EDITORIAL: Capability Building Fatigue
Face-to-face encounters with some members of local organizations reveal their distress from what they call capability building fatigue. This exhaustions is caused by many and frequent implementation of various kinds, types, and topics of training, seminars, workshops, and activities from government, private sectors and service organizations. These program are useful because they tend to answer present needs. However, they are not consciously designed to achieve long-term development solutions.
We always inadvertently set-aside the most important aspect of human need: the intellectual and psychological aspects that actually cause despairs and frustrations. Present programs feed only on the corporeal needs of people, but they are bereft of cerebral, and conscientious level of psychological fulfilment.
Our traditional and expert-driven interventions create high level of needs from our recipients. They see us providing academic-based programs to the already well-educated.
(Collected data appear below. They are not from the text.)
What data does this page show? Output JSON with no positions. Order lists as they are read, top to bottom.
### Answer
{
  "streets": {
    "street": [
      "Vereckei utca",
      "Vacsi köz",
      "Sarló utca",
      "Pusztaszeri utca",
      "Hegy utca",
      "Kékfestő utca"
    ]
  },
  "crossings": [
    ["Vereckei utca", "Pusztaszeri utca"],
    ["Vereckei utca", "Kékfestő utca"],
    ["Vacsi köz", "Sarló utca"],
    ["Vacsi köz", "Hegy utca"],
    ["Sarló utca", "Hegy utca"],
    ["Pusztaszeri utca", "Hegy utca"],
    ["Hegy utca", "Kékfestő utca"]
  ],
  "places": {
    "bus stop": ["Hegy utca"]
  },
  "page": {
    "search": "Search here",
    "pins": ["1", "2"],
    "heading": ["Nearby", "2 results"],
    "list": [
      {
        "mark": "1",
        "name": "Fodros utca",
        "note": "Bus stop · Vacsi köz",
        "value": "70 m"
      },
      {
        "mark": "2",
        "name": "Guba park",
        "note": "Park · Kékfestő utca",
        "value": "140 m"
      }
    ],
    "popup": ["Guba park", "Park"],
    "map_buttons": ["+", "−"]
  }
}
They see us attending to the corporate world, but we are hesitant to conduct similar attention to satisfy the unspoken desire of the economically-challenged sectors. This creates resentments, and feelings of double standards.
Small and local leaders of community-based people’s organizations including barangay officials long to be shared with practical analytical skills, concepts, and frameworks that can enrich their management skill and leadership qualities for empowerment. They desire to know what and how successful people are made of. They desire to experience and participate on how projects are developed instead of enforced. This is part of their dreams, although seemingly impossible, but even virtual ideas will calm their psych-social deprivation. It can rekindle their self-worth, and enhance their capacity to face organizational challenges. We must deliver higher level of knowledge that we are giving to well-off groups. It’s time to open, liberalize, share, and apply Maslow’s theory of human needs to the leaders of our local partners and intermediaries.
We propose forums to concretize the unrequited desires of our overlooked but real partners and intermediaries in development. We must design an appropriate program for their capacity enhancement. If government cannot do it, we must support private academic institutions that are already doing it, or capable of implementing it.